┌─ Supplied material

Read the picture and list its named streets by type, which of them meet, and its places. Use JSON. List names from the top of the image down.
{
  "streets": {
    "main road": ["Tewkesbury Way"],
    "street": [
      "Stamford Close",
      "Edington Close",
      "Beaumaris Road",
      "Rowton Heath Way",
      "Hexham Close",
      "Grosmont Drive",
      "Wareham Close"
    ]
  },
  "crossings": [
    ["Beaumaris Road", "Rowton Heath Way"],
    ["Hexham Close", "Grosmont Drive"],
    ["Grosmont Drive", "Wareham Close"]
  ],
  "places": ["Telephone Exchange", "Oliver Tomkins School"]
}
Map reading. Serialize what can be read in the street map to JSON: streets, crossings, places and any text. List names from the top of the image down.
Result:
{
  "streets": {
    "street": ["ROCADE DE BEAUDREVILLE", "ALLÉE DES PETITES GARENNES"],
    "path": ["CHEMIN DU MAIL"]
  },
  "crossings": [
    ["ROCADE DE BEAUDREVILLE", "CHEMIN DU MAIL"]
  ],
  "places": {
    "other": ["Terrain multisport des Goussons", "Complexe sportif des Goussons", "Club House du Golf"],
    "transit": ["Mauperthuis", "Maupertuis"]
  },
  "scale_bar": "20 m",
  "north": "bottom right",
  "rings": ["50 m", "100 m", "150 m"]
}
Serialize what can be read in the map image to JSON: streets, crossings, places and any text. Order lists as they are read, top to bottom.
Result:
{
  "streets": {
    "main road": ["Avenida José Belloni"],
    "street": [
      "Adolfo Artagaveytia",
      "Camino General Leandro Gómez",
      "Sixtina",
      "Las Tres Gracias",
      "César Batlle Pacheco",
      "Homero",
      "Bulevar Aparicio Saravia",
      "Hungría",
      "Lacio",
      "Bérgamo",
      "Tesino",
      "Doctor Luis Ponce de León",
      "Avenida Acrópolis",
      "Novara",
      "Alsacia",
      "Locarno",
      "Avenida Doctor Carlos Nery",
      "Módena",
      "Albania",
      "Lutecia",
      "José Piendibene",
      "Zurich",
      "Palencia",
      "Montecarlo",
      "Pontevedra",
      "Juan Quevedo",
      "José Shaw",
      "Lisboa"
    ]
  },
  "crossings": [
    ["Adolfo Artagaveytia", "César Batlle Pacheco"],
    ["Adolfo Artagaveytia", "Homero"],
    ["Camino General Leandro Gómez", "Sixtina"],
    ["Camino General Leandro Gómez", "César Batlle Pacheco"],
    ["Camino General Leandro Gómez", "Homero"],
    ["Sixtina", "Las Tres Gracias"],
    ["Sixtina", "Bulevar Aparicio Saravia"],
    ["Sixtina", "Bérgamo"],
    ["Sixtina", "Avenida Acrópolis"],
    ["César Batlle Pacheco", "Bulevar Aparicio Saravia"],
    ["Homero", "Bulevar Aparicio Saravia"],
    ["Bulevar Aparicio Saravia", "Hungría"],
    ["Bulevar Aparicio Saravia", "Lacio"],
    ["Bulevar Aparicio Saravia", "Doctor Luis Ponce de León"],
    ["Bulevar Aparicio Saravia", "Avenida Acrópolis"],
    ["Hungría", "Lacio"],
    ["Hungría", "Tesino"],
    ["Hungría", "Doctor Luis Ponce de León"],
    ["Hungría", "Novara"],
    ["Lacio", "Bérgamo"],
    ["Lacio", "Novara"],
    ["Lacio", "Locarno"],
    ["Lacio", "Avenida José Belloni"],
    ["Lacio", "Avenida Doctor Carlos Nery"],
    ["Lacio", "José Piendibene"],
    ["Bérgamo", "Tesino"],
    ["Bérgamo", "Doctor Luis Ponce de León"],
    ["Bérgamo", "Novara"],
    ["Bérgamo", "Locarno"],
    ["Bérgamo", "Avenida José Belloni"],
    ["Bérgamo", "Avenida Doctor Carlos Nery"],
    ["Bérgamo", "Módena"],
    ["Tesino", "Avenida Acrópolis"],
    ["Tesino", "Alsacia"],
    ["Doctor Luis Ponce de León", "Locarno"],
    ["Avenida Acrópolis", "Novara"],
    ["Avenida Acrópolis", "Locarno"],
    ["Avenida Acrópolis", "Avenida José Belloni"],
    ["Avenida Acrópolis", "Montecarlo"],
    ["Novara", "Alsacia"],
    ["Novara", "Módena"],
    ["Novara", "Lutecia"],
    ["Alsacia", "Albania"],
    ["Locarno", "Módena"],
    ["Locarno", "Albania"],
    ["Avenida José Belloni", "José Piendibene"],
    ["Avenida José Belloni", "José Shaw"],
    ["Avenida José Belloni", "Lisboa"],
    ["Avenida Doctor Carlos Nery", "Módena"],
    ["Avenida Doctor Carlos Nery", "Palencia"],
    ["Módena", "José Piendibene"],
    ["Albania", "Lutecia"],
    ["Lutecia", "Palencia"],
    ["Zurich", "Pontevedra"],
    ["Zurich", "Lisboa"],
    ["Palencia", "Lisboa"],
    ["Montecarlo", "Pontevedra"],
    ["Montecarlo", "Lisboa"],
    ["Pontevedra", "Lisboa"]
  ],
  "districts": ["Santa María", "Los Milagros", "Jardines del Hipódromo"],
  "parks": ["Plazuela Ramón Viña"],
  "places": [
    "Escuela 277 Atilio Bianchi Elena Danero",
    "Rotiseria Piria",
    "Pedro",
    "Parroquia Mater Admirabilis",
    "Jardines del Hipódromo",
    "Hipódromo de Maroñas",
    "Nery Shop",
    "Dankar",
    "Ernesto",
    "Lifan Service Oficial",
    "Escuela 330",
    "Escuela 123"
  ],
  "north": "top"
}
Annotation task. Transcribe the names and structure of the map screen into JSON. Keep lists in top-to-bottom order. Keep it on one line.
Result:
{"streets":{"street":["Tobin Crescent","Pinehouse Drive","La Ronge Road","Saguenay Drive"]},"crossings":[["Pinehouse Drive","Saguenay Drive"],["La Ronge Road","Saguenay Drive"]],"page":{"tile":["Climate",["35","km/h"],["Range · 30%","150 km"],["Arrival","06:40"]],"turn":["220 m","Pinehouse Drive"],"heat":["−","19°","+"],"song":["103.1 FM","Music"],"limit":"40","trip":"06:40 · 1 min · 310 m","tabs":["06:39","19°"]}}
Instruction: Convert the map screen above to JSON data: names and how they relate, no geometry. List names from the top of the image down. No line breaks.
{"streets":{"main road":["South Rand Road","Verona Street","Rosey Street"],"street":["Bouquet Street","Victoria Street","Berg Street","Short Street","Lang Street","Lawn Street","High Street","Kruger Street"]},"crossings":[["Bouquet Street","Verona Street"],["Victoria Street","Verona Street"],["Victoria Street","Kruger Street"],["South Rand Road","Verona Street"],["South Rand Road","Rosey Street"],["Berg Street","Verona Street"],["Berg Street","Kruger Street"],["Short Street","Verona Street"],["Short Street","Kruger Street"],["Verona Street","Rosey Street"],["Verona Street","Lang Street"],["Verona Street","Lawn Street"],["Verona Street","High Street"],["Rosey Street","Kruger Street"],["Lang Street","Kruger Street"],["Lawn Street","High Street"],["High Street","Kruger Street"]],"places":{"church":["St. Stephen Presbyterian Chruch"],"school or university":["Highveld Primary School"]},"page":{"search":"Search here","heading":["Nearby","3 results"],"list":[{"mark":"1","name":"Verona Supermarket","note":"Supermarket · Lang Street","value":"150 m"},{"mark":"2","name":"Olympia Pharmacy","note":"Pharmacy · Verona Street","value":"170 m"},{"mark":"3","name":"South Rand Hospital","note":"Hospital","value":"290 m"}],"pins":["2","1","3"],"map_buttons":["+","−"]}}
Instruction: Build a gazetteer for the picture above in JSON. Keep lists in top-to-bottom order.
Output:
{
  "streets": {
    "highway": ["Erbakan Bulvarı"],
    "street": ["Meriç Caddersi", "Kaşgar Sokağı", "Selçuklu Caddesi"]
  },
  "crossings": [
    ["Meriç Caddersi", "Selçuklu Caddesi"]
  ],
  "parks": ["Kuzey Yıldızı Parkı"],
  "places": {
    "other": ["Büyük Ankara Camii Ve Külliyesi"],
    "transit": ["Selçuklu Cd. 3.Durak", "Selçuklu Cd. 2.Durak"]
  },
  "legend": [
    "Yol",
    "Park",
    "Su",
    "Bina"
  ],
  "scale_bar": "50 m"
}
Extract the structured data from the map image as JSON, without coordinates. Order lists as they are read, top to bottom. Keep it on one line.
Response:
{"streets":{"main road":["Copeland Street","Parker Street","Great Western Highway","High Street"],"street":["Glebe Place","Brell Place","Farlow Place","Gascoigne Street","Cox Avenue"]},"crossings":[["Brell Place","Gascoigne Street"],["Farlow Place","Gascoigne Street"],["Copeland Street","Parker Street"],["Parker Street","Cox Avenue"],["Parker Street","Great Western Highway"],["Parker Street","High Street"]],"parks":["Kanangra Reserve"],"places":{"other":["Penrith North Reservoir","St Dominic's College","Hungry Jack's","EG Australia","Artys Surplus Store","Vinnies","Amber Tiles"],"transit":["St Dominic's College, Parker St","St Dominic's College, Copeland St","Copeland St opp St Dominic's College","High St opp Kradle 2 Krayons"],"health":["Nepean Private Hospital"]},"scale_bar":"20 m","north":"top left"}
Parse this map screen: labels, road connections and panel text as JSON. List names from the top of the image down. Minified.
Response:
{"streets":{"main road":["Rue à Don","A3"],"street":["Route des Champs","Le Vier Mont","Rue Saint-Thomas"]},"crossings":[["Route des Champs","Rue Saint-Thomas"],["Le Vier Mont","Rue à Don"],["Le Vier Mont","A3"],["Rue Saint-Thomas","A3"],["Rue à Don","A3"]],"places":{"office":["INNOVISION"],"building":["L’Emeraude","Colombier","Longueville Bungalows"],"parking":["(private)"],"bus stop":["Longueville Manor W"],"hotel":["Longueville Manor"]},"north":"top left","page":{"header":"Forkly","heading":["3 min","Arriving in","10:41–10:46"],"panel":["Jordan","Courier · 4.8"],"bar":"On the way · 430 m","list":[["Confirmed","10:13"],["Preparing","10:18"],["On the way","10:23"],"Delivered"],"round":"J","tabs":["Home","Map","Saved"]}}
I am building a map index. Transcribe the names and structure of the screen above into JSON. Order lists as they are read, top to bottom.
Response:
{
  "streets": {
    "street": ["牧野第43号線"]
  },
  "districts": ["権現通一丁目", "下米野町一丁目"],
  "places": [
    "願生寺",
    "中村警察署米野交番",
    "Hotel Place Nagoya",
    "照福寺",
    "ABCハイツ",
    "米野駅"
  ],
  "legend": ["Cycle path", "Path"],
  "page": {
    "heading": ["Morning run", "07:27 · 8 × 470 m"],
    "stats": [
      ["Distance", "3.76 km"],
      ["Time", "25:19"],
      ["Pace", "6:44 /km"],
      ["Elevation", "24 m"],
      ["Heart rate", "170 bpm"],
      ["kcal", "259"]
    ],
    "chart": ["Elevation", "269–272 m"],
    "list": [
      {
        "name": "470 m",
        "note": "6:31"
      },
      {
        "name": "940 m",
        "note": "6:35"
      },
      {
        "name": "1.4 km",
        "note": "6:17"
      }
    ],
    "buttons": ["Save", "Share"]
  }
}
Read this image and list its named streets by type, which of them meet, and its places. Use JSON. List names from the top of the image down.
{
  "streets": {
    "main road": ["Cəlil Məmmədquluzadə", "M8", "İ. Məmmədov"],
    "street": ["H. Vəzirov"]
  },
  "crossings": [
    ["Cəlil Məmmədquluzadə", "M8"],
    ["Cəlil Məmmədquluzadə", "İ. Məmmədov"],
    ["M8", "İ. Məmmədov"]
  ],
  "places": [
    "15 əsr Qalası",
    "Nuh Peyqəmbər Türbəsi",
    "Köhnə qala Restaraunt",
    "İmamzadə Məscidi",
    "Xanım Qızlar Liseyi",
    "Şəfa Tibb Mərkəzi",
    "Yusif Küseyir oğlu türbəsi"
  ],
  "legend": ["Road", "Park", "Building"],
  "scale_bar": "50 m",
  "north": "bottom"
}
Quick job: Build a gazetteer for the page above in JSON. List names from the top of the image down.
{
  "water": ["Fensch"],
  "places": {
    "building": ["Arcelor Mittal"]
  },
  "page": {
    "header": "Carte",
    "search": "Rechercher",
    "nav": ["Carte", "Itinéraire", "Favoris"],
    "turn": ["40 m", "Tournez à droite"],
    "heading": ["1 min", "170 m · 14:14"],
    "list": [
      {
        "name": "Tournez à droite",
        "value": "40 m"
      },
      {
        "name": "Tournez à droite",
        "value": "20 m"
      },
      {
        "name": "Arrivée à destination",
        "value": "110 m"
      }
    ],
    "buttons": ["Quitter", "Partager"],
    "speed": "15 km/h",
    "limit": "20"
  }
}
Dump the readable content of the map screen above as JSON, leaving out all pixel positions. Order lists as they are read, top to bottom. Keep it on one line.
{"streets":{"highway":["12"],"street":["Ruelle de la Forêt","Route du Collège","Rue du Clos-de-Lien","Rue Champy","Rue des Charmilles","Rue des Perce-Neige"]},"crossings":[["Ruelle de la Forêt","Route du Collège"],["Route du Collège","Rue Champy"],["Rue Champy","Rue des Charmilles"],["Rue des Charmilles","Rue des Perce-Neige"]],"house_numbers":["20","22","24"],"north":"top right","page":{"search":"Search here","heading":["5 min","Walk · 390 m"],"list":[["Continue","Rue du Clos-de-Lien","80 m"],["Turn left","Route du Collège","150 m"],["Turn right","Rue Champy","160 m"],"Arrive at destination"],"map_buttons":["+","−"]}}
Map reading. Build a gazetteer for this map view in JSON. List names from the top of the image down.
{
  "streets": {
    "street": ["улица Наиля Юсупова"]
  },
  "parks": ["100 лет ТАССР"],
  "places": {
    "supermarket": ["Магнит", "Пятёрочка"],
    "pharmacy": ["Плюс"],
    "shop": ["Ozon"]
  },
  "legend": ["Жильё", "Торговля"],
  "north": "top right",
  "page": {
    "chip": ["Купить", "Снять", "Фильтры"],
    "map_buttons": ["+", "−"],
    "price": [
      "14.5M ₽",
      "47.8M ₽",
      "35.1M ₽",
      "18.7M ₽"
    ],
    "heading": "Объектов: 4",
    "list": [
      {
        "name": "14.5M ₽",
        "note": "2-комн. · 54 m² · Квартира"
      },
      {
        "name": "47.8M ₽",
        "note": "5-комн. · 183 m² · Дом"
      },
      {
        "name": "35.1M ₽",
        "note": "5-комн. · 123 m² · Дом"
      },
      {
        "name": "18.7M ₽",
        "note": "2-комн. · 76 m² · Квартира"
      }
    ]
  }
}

└─

(Requirement): Tally the lines above containing "Beaumaris". Number only.

(Solution to the exercise): 2